Der Kaiser und seine Truppen sammeln sich am Rhein um sich nach Britannien einzuschiffen. Während Septimius Severus den Feldzug durchführen will, ist Caracalla dagegen und spielt seine Ränkespiele.

Der Autor verspricht einen „altrömischen Actionthriller um Macht und Intrigen“.
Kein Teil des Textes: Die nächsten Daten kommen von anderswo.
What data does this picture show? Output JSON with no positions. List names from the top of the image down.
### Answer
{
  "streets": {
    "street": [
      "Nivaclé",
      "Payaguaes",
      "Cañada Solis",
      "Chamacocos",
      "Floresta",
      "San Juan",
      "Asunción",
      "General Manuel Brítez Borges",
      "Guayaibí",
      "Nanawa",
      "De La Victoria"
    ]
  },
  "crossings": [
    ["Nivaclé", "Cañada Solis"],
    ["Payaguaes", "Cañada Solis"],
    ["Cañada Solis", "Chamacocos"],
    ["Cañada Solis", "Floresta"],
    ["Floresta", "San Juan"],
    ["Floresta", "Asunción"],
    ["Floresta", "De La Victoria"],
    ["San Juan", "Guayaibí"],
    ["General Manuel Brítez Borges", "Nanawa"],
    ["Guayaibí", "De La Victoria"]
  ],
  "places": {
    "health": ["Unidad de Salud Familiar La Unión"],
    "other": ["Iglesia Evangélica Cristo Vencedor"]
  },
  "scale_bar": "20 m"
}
Wir lernen drei wichtige Familien kennen, denen eines gemeinsam ist: nämlich Vater/Sohn-Konflikte

• die kaiserliche Familie der Severer
• die Königs-Familie des germanischen Stammes der Sigamber
• die Familie des römischen Adeligen Cassianus

Ist es bei dem Sigambern die unterschiedliche Auffassung wie Germanen mit den Römer Seite an Seite leben könnten, die Vater Siegfried und Sohn Siegbert trennen, so ist der Konflikt in den beiden anderen Familien durch jeweils gleich zwei Söhne um eine Dimension reicher.

Der Anlass des Konflikts Lucius/Gaius/Varius wird mehrmals angedeutet, aber nicht wirklich schlüssig erklärt. Zum Ende des Buches glaubt Lucius als Vater versagt zu haben, warum?
Was genau geschah damals in Napolis?

Das Thema ist spannend. Der Autor füttert den Leser mit vielen historischen Details.
Auf Seite 25 sprechen Lucius und Dictus über einen Offizier Caracallas Reitertruppe. Dictus erklärt Lucius, was die „spatha“ ist – hier unnötig, da beide wissen (müssen), dass es sich um das Langschwert der Reiterei handelt. Für den Leser wäre eine Fußnote oder eine Anmerkung im Glossar hilfreich.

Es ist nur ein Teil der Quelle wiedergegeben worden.